## Task
Give the lines again exactly as they appear, from the first line of the listing through the line containing "position:relative; width:2424px; height:981px;", and omit every picture.

## Exercise data
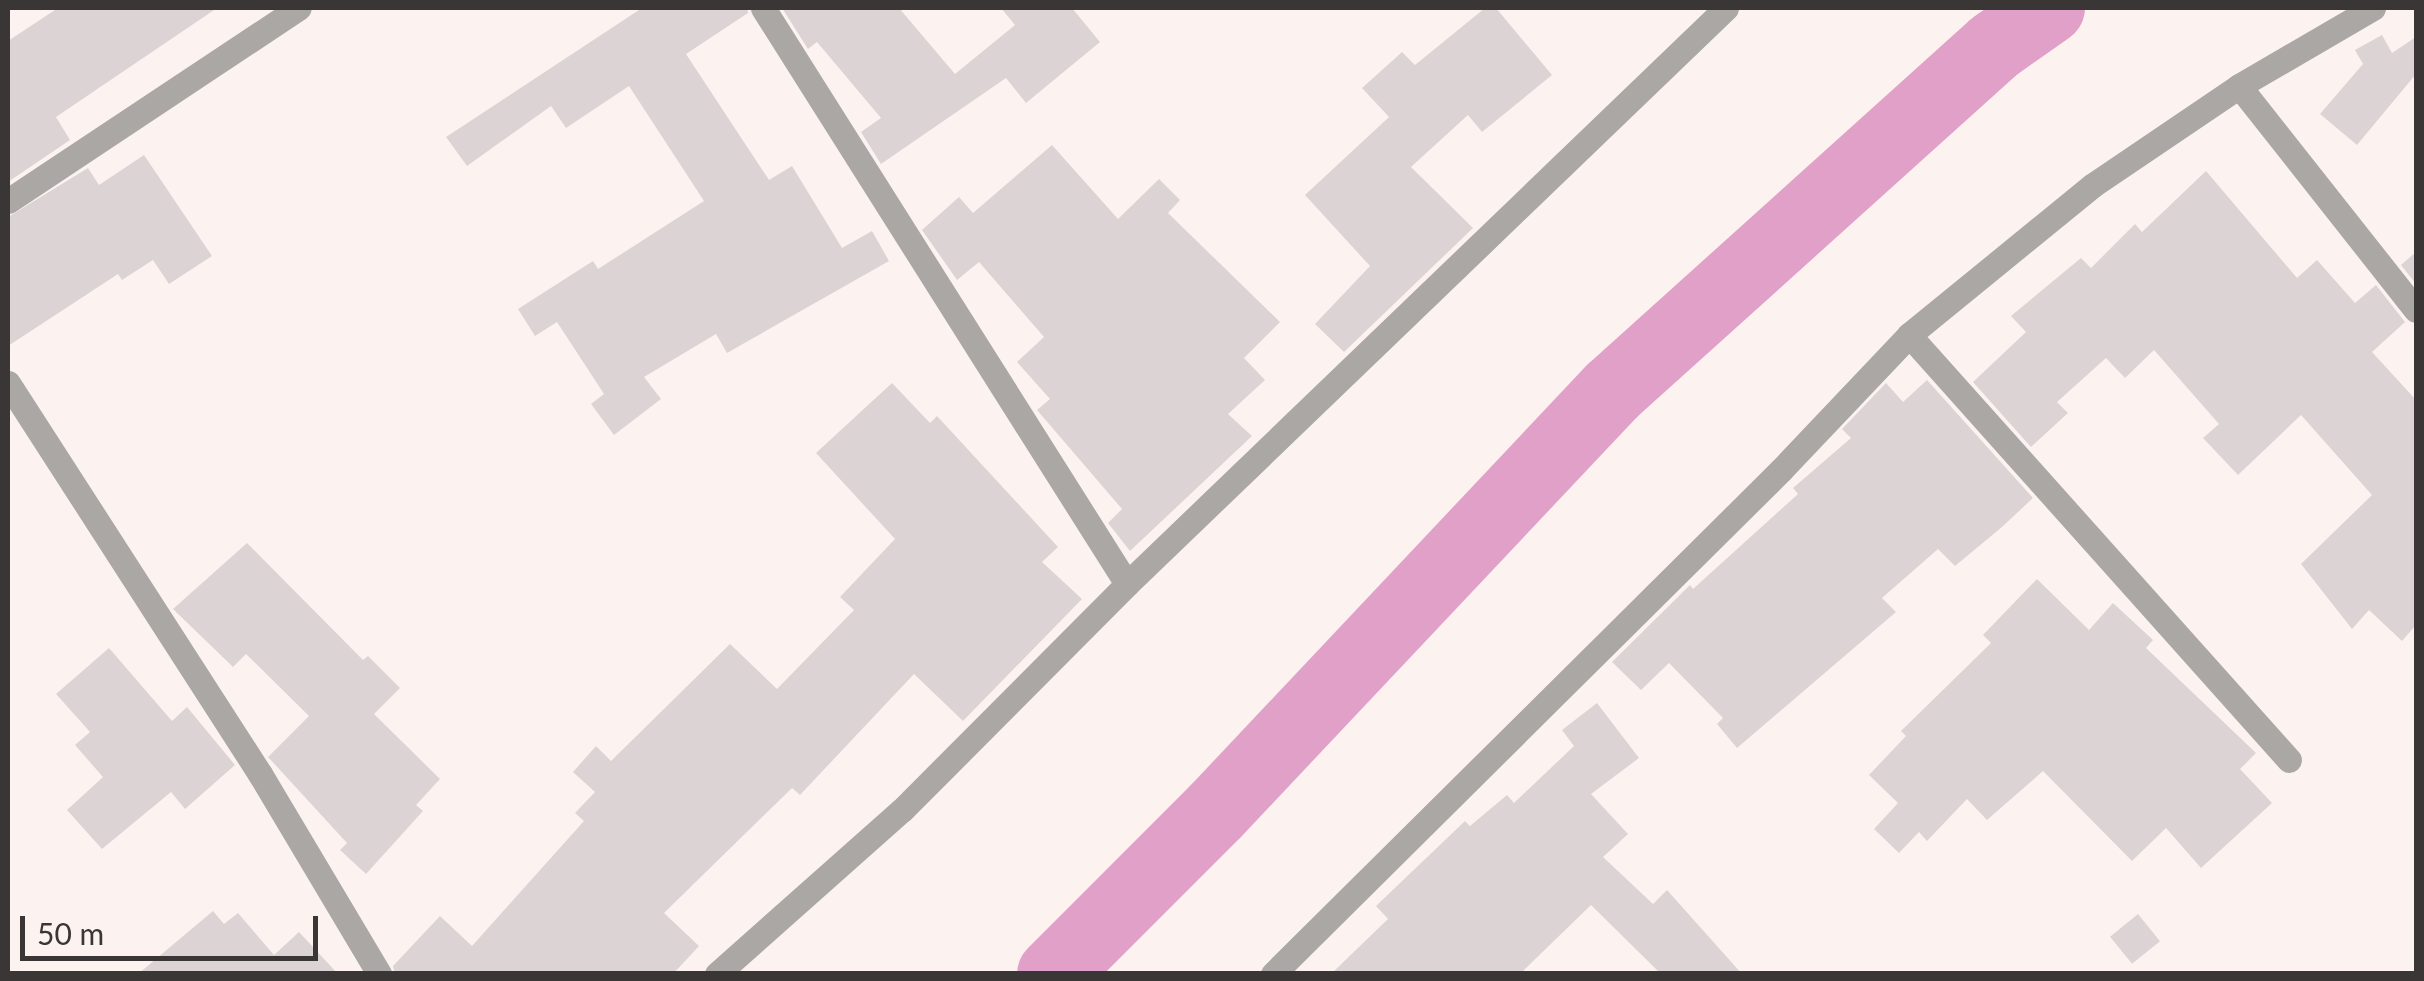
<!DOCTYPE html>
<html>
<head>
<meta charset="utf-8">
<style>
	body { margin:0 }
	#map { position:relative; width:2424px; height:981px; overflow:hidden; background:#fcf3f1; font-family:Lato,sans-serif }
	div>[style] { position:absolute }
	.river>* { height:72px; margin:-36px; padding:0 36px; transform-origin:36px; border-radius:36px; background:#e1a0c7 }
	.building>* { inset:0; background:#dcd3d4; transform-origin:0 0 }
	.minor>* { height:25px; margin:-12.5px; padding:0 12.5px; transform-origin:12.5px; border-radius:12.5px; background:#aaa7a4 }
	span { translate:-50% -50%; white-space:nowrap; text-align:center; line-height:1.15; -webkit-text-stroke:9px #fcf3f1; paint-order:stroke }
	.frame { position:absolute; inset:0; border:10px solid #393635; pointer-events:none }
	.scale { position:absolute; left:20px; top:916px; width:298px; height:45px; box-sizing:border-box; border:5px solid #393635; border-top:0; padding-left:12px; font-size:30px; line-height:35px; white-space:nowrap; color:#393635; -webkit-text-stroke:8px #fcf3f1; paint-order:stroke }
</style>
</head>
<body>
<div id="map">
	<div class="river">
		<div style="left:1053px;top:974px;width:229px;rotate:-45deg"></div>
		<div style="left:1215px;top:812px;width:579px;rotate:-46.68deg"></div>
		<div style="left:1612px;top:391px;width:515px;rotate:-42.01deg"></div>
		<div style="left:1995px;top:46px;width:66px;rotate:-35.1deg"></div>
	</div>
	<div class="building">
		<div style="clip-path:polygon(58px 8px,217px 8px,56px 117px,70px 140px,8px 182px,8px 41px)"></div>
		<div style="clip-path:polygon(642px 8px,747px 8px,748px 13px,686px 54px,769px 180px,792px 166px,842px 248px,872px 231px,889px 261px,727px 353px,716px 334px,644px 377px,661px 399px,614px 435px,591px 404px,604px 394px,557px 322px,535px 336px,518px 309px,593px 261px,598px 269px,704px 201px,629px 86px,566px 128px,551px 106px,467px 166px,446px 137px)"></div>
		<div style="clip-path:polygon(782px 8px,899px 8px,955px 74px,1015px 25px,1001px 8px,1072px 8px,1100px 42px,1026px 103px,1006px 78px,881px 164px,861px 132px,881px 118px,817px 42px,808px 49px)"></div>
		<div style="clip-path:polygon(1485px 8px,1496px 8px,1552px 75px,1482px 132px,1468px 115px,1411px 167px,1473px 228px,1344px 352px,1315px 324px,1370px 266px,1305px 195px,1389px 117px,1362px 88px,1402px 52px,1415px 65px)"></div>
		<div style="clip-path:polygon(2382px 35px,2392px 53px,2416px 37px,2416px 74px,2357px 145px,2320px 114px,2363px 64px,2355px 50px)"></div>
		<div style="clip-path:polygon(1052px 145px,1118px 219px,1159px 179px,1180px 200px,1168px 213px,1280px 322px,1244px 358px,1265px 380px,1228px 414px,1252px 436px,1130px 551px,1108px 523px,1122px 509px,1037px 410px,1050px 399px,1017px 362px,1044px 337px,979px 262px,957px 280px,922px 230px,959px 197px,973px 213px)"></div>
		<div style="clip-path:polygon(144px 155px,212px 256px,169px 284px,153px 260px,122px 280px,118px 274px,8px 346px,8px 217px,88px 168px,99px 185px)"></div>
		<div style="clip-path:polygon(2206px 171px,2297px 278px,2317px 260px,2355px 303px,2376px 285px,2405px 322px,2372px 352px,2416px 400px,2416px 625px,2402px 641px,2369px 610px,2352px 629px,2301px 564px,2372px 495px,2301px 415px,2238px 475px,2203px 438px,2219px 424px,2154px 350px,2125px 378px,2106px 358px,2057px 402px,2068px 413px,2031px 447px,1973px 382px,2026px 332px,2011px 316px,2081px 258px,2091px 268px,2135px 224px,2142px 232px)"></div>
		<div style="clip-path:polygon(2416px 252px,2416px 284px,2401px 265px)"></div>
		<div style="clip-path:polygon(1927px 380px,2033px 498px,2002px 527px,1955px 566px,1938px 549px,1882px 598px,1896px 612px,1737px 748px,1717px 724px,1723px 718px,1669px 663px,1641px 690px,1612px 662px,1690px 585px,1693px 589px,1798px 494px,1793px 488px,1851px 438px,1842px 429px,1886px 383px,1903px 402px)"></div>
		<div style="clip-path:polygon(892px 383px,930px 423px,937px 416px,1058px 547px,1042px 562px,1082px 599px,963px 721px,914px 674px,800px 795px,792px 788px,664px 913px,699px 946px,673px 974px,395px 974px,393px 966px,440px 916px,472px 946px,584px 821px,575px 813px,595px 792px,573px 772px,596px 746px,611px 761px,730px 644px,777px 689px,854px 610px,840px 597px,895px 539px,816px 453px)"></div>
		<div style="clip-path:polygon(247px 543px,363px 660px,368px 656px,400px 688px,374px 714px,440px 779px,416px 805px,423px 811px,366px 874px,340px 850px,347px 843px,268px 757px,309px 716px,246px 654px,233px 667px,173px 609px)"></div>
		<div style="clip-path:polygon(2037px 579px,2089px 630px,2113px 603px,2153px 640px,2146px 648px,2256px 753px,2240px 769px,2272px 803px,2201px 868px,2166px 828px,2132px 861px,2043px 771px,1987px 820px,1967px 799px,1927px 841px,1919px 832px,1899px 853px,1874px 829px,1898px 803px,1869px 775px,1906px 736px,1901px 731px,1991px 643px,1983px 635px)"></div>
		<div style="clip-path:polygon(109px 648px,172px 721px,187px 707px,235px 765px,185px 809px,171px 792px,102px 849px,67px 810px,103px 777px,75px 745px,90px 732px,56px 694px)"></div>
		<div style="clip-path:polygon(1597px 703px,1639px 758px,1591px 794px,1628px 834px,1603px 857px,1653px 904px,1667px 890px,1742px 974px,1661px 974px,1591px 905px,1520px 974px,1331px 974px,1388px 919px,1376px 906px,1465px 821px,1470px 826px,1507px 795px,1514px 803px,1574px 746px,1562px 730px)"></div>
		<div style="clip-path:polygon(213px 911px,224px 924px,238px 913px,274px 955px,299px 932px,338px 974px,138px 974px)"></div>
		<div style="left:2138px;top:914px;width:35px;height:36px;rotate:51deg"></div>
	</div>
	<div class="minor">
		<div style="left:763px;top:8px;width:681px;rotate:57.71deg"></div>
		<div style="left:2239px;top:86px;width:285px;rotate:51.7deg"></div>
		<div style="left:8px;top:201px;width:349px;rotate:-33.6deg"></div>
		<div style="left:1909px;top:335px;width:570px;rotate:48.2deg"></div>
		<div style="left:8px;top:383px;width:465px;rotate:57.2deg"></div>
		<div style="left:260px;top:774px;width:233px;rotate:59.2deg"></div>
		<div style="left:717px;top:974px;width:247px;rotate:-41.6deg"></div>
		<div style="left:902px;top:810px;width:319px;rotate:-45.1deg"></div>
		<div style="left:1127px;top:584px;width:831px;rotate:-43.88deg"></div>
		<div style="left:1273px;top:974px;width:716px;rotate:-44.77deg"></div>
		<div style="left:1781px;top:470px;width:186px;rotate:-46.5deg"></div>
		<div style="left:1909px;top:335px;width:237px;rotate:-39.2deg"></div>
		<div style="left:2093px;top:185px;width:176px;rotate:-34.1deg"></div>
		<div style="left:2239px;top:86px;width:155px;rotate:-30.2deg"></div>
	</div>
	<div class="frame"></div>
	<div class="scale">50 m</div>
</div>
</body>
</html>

## Task answer
<!DOCTYPE html>
<html>
<head>
<meta charset="utf-8">
<style>
	body { margin:0 }
	#map { position:relative; width:2424px; height:981px; overflow:hidden; background:#fcf3f1; font-family:Lato,sans-serif }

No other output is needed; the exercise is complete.